# **Buckle Up ! We are starting our week 2 roller coaster**

In our first week we covered some theoritical concepts and completed our setup so its time we start building!

## 📓**Conversational AI Concepts & Model Pipelines**

🎯 By the end of this week, you will:

- Understand LLMs, STT, TTS models and their roles.

- Know how to connect to LLMs with APIs (Groq as example).

- Use Python (requests + JSON) for API interaction.

- Start building a basic chatbot with memory and preprocessing.

---

## 🌟 Large Language Models (LLMs) 🌟

---

### ❗ **Question 1**: What is an LLM?

👉 It’s like a super-smart text predictor that can read, understand, and generate human-like sentences.

You give it some words → it guesses the next words in a way that makes sense.

For example:

1) You ask a question → it gives you an answer.

2) You write a sentence → it can complete it.

3) You give it a topic → it can write an essay, code, or even a story.

So, its a type of AI trained on huge amounts of text data to generate or understand text.

---

### Types of LLMs

1. Encoder-only models (e.g., BERT)

    - Best for understanding text (classification, sentiment analysis, embeddings).

    - ❌ Not good at generating text.

2. Decoder-only models (e.g., GPT, LLaMA, Mistral)

    - Best for text generation (chatbots, writing, summarization).

    - What we use in chatbots.

3. Encoder-decoder models (e.g., T5, BART)

    - Good at transforming text (translation, summarization, Q&A).

### Must-Knows about LLMs

- They don’t “think” like humans → They predict text based on training.

- Garbage in → garbage out: Poor prompts = poor answers.

- Token limits: Models can only “see” a certain number of words at a time.

- Biases: Trained on internet text → may reflect biases/errors.

### 💡 **Quick Questions**: 

1. Why might a chatbot built on BERT (encoder-only) struggle to answer open-ended questions?

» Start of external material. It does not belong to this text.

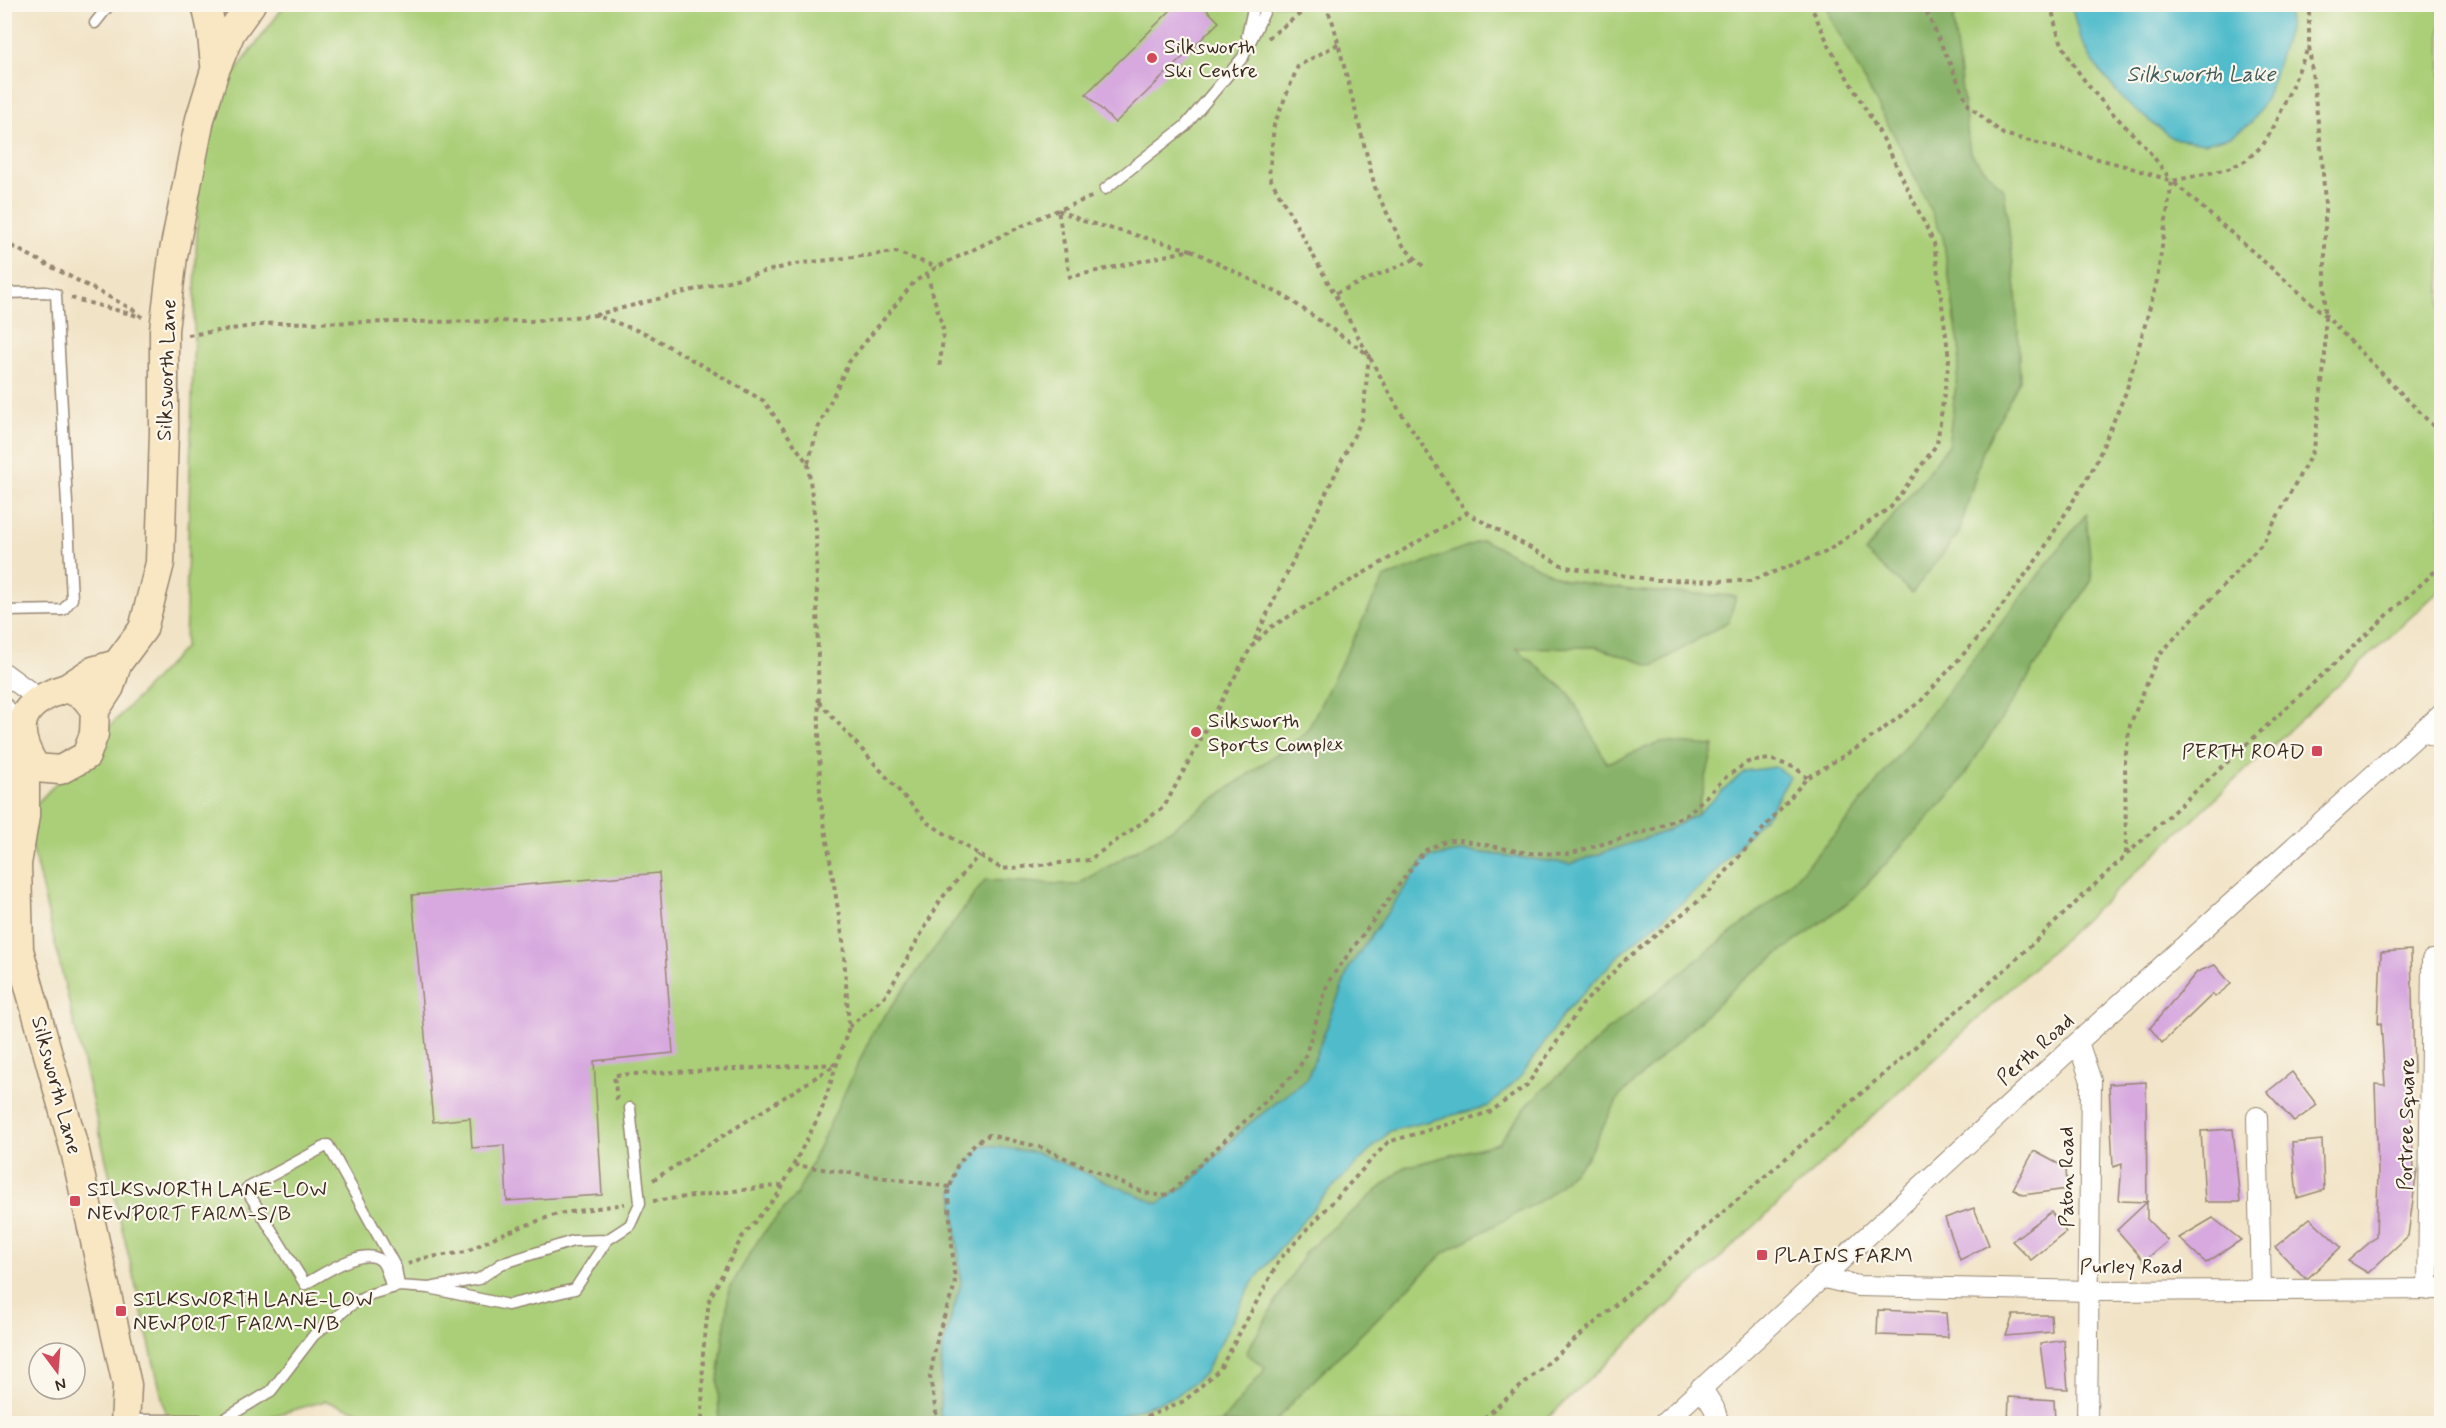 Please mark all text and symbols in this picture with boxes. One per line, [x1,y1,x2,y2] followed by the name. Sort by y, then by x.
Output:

- BERT as an encoder-only model is designed to understand and process text input rather than generate text. It excels at comprehension tasks like classification and sentiment analysis but lacks the generative capabilities needed for open-ended responses. When faced with questions requiring creative or lengthy responses, BERT doesn't have the architecture to effectively predict sequential token outputs that form coherent, contextually-appropriate text like decoder-only models (GPT, LLaMA) can.

---

## 🌟 Speech-to-Text (STT) 🌟

---

### ❗ **Question 2**: What is STT?

👉 listens to your voice and turns it into written text.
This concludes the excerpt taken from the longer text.